Supplied data below:

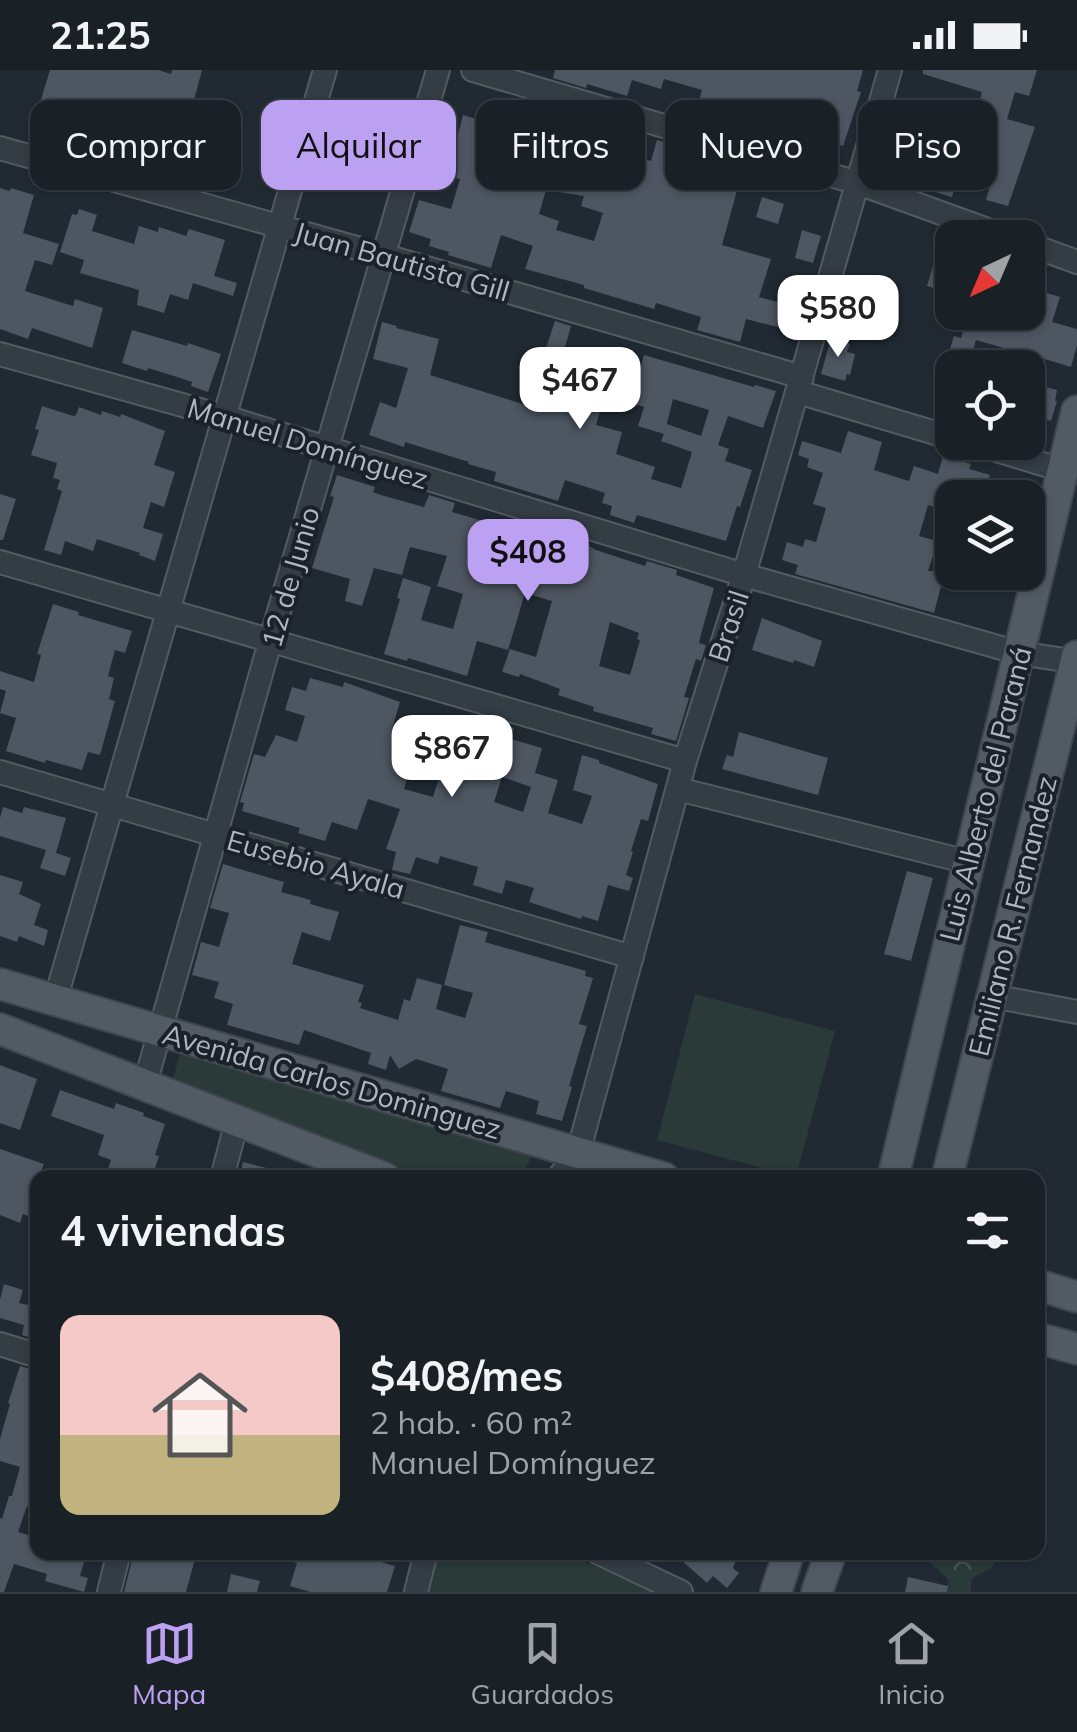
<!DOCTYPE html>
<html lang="es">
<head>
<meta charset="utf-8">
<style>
	body { margin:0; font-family:Mulish,sans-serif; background:#22282e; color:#f1f3f6; height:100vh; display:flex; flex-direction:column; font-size:38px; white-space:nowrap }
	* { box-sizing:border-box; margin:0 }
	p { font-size:32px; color:#9fa3a7 }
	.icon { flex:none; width:55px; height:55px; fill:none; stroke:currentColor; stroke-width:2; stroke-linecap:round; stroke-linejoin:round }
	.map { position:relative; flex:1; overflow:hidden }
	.details { position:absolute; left:30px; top:1100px; width:1015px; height:390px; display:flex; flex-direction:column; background:#192026; border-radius:20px; box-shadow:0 2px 8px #0004,0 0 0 2px #373e43 }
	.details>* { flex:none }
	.top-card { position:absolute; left:30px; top:30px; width:1018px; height:90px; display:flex; gap:20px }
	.needle { width:65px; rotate:224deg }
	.controls { position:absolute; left:935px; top:150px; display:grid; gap:20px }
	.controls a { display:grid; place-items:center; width:110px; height:110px; border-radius:20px; background:#192026; box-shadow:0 2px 8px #0004,0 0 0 2px #373e43; font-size:50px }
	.price { position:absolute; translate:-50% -85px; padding:0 22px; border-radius:20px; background:#fff; color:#222; font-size:32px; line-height:65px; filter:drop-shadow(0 2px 5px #0008) }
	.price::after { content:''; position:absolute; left:50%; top:60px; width:30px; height:22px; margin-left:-15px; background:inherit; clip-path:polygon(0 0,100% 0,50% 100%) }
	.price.current { background:#bca0f2; color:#111 }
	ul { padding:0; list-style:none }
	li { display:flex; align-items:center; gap:30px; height:250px; padding:0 30px }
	li span { display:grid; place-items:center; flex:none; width:280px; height:200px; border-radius:20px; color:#555 }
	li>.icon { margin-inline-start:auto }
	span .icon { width:120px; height:120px; fill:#fffc; stroke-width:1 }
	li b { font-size:42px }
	h2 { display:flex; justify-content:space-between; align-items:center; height:120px; padding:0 30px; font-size:42px }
	.chip { padding:0 35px; border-radius:20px; background:#192026; box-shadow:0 2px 8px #0004,0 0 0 2px #373e43; font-size:35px; line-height:90px }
	.chip.current { background:#bca0f2; color:#111 }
	.status { display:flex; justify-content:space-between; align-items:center; height:70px; padding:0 50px; background:#192026; direction:ltr }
	.status svg { height:28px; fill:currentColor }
	.menu { display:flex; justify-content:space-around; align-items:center; height:140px; border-top:2px solid #373e43; background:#192026; font-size:28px; color:#9fa3a7 }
	.menu a { display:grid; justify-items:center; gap:5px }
	.menu .current { color:#bca0f2 }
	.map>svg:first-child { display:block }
</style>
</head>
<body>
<div class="status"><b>21:25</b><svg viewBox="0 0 49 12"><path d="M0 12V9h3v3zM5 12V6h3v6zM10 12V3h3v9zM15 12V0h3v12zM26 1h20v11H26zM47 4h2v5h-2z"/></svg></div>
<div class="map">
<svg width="1077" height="1522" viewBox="0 0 1077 1522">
	<defs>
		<pattern id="forest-crowns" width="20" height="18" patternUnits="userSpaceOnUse" patternTransform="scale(2.5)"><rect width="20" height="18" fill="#293a39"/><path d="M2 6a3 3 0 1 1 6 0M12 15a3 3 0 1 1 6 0" fill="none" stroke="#465454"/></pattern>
	</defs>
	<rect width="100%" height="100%" fill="#212a33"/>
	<path fill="url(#forest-crowns)" d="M924 1483H992L994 1494C988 1503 978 1502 971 1510V1522H944L949 1511C941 1499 929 1496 924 1483Z"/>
	<path fill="#293a39" d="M695 924 835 961 796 1107 657 1070Z
		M181 980 534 1083 520 1107H422L172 1012Z
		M436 1482 566 1483 652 1522H426Z"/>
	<path fill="#4d5661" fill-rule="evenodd" d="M50 0H158L171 4 172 0H202L191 42 160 33 142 90 122 84 125 75 100 67 105 50 67 39 59 65 43 59 45 55 31 51 36 35 39 36Z
		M555 0H863L857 21 861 22 843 76 824 70 823 75 800 69 803 58 757 44 755 48 728 40 726 47 697 37 702 20 664 9 661 19 632 10 627 26 587 14 586 18 553 8Z
		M923 0H1037L1029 26 1015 22 1007 49 1035 57 1008 136 986 130 996 95 963 86 952 127 926 119 937 83 906 75 911 55 942 64 946 49 973 57 982 22 923 4Z
		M483 38 526 49 527 46 558 56 551 78 595 92 603 63 624 69 620 82 651 91 657 70 744 95 722 175 771 189 759 227 788 235 781 258 746 249 740 272 697 260 701 247 656 233 654 239 584 218V215L525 199 533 176 501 165 491 198 448 185 449 182 429 176 431 169 409 162 419 130 451 139 460 109 447 106 463 45 480 50ZM493 54 522 61 510 103 484 95 486 86 484 85ZM546 120 584 126 581 136 603 143 594 171 556 160 559 151 539 144Z
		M193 58 218 67 205 105 180 97Z
		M0 118 10 121 11 118 34 125 23 163 59 174 52 195 35 190 25 221 73 236 75 229 103 238 92 278 32 258 28 269 0 259Z
		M762 127 784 134 778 154 756 147Z
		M79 139 97 145 92 161 134 174 139 156 158 162 159 157 186 166 189 159 225 170 214 206 237 213 233 226 193 213 188 230 170 224 164 243 137 235 139 220 80 203 84 190 60 182 72 144 77 145Z
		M802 160 821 166 813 193 795 188Z
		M938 179 952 184V224L927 216Z
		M1030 218 1060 227 1052 252 1077 259V275L1071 297 1038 287 1036 298H1009L1014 281 976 270 968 298H952V337L934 332 954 266 961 268 969 242H1028Z
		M555 251 571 256 565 277 590 285 586 300 610 307 596 355 622 362 616 384 655 397 651 409 681 418 692 382 661 371 664 364 638 356 644 337 631 333 644 285 754 317 755 315 776 321 763 358 728 346 718 375 729 379 725 391 752 400 740 437 737 436 726 471 637 445 634 453 610 445 612 436 602 433 605 423 565 410 558 431 494 411 496 402 468 394 469 392 405 372 404 377 369 365 380 332 396 338 408 298 373 289 382 252 397 256 396 258 439 269 430 305 542 340 545 328 548 329 563 284 546 278ZM673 329 709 340 701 366 667 354 665 361Z
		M132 260 187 276 188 273 221 284 208 322 191 316 192 312 177 307 148 298 147 301 122 293Z
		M831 268 850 274 847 282 855 284 850 305 847 304 845 311 821 304Z
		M1028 312 1057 320 1055 331H1057L1051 351 1028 343Z
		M42 336 73 346 76 345 79 337 101 345 102 341 120 347 121 344 165 361 154 395 175 402 164 437 151 432 143 458 163 464 155 491 139 485 140 483 97 469 93 481 65 471 61 485 44 480 62 421 57 419 60 410 53 408 57 393 31 385 39 360 35 359Z
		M848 361 882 372 874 400 909 411 914 396 938 404 943 386 971 394 969 399 990 405 983 428H952V442L928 435 919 466 938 471 928 501 985 502 980 520 943 508 934 543 795 504 798 495 782 490 787 472 803 477 805 469 816 472 826 438 813 434 823 403 807 397 809 389 798 385 802 371 841 383Z
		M337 405 375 417 373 422 381 425 424 437 429 425 455 433 452 442 570 476 572 468 590 474 589 476 596 480 645 496 647 491 677 500 676 505 714 518 700 568 699 573 706 575 701 591 696 589 684 627 689 628 676 671 651 664 653 658 593 641 594 637 558 625 560 619 520 604 519 607 502 602 510 579 536 587 552 531 525 523 508 580 477 571 467 606 408 588 407 591 384 584 400 529 397 528 403 508 431 517 421 550 453 559 463 524 437 516 447 486 410 477 402 505 374 498 362 536 345 531 350 509 312 498 334 427 330 426ZM610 552 639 563 637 569 640 570 630 605 599 596Z
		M0 424 16 429 3 470H0Z
		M53 534 79 542 78 545 132 561 125 583 115 580 108 606 114 608 109 629 115 631 100 685 88 682 82 700 46 690 45 693 6 681 16 648 0 643 6 621 0 619V601L34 612 41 585 37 584Z
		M762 548 822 571 814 597 794 590 793 593 752 580Z
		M310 608 343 617 344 612 400 632 392 659 419 667 404 719 433 727 456 654 495 667 499 654 514 658 511 669 542 678 535 703 558 710 548 743 582 754 592 726 573 720 582 685 599 690V693L658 714 648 751 641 749 631 781 633 782 626 805 633 808 629 821 608 815 598 851 582 846 581 849 529 832 534 818 506 810 502 824 473 815 478 797 440 786 438 794 416 787 410 804 392 800 396 782 386 779 400 739 368 729 357 760 332 752 325 771 298 763 300 758 242 741 244 733 240 732 254 684 265 687 276 665 297 672 305 646 285 640 292 617 306 621ZM502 707 531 717 523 742 494 732Z
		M739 662 828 688 818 725 722 699 727 685 733 687Z
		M3 737 22 743 24 737 66 748 56 783 71 788 65 806 40 798 46 780 0 766V748Z
		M223 794 284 812 281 822 311 830 310 834 339 842 330 871 302 862 292 894 364 915 358 932 362 933 360 938 398 950 404 929 410 931 417 908 442 915 436 939 465 948 473 923 444 915 460 855 488 862 485 872 586 901 585 906 593 908 579 954 587 956 569 1016 572 1017 562 1051 536 1044 539 1031 506 1021 500 1038 441 1021 448 999 416 989 399 999 390 985 386 1000 368 994 371 983 304 960 299 975 227 955 233 934 214 928 219 912 192 905 201 872 219 877 229 843 210 838Z
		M907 801 933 808 911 891 884 884Z
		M0 805 23 812 19 824 41 834 34 855 48 860 44 876 19 866 17 872 0 866Z
		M0 995 37 1009 20 1060 0 1053Z
		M60 1020 114 1039 116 1033 144 1043 143 1046 165 1054 155 1085 159 1086 152 1108H105L111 1090 98 1085 104 1065 51 1046Z
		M0 1079 44 1094 38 1108V1150L23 1144 20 1153 0 1145Z
		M243 1092 286 1103 285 1108H239Z
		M4 1214 23 1220 19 1233 28 1235 32 1219H38V1270L22 1265 24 1255 0 1248V1230Z
		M20 1296 38 1301V1439L27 1436 18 1462 38 1468V1482H87L80 1506 88 1508 84 1522 45 1511 47 1504 14 1494 4 1522H0V1448L2 1449 9 1426H12L20 1397 0 1391V1369L10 1334 8 1333Z
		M134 1482H184V1485L195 1489 186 1522H124Z
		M273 1482H381L378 1491 395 1496 387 1522H310L290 1516 297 1493 273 1486Z
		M672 1482H739L733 1498 739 1503 727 1518 713 1506 707 1513Z
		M231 1504 260 1511 257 1522H227Z
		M908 1507 948 1516 947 1522H905Z"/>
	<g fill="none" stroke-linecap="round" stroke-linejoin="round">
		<g stroke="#525a62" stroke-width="26">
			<path id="minor" d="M473 0 858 113 1010 168
				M0 78 382 185 802 307
				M1028 174 1077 192
				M0 284 225 347 744 505 1019 583 1077 592
				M798 322 952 368
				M970 372 1062 400
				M0 492 685 691
				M0 702 632 887
				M678 719 968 792
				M992 926 1077 942
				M55 931 325 0
				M145 1014 270 572 438 0
				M222 1108 237 1051
				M558 1108 578 1083 685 691 744 505 890 0
				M0 1274 38 1286
				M597 1482 681 1522
				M109 1522 119 1482
				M416 1522 426 1482"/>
		</g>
		<g stroke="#3e454d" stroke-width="34">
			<path id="major" d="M0 914 664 1108
				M0 959 385 1108
				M893 1108 1077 341
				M947 1108 1077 586
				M1038 1215 1077 1227
				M1038 1268 1077 1279
				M776 1522 789 1482
				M817 1522 831 1482"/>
		</g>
		<use href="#minor" stroke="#343c44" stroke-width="22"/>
		<use href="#major" stroke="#525b64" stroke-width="30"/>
	</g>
	<g text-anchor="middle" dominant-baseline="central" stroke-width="8" stroke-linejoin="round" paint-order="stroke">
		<g font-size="28" fill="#afb7c1" stroke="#1a2128">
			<text transform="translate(402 191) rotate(16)">Juan Bautista Gill</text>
			<text transform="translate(308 373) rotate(17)">Manuel Domínguez</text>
			<text transform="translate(290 507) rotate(-74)">12 de Junio</text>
			<text transform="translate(728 556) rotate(-72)">Brasil</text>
			<text transform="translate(985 724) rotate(-76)">Luis Alberto del Paraná</text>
			<text transform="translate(316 794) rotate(16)">Eusebio Ayala</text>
			<text transform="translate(1012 846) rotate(-76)">Emiliano R. Fernandez</text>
			<text transform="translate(332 1011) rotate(16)">Avenida Carlos Dominguez</text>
		</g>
	</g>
</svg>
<div class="controls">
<a><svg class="needle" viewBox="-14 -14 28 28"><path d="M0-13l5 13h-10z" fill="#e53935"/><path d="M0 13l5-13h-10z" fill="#9fa3a7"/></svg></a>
<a><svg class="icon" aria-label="locate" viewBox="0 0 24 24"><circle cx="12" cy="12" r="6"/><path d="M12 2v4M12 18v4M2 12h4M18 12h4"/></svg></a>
<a><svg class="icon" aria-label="layers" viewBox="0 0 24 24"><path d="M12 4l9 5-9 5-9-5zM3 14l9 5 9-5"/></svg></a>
</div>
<b class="price" style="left:838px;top:290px">$580</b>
<b class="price" style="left:580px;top:362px">$467</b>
<b class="price current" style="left:528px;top:534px">$408</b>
<b class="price" style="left:452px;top:730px">$867</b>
<div class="top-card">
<a class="chip">Comprar</a>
<a class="chip current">Alquilar</a>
<a class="chip">Filtros</a>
<a class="chip">Nuevo</a>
<a class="chip">Piso</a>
</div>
<section class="details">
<h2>4 viviendas<svg class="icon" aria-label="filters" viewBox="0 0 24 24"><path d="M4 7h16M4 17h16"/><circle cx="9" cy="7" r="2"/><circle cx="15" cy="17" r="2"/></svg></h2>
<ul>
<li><span style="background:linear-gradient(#f6c9c9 60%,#c2b280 0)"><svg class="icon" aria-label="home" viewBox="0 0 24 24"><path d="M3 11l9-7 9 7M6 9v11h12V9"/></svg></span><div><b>$408/mes</b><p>2 hab. · 60 m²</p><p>Manuel Domínguez</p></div></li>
</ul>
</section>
</div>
<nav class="menu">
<a class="current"><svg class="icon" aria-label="map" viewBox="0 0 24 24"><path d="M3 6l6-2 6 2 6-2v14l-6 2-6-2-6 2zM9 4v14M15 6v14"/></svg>Mapa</a>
<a><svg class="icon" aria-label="saved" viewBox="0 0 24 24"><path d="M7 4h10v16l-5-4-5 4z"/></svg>Guardados</a>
<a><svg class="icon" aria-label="home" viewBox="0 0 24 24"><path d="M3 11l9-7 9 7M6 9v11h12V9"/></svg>Inicio</a>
</nav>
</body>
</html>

End of Supplied data.

**Exercise details**
Show the lines of the listing above with "position".

**Finished task**
	.map { position:relative; flex:1; overflow:hidden }
	.details { position:absolute; left:30px; top:1100px; width:1015px; height:390px; display:flex; flex-direction:column; background:#192026; border-radius:20px; box-shadow:0 2px 8px #0004,0 0 0 2px #373e43 }
	.top-card { position:absolute; left:30px; top:30px; width:1018px; height:90px; display:flex; gap:20px }
	.controls { position:absolute; left:935px; top:150px; display:grid; gap:20px }
	.price { position:absolute; translate:-50% -85px; padding:0 22px; border-radius:20px; background:#fff; color:#222; font-size:32px; line-height:65px; filter:drop-shadow(0 2px 5px #0008) }
	.price::after { content:''; position:absolute; left:50%; top:60px; width:30px; height:22px; margin-left:-15px; background:inherit; clip-path:polygon(0 0,100% 0,50% 100%) }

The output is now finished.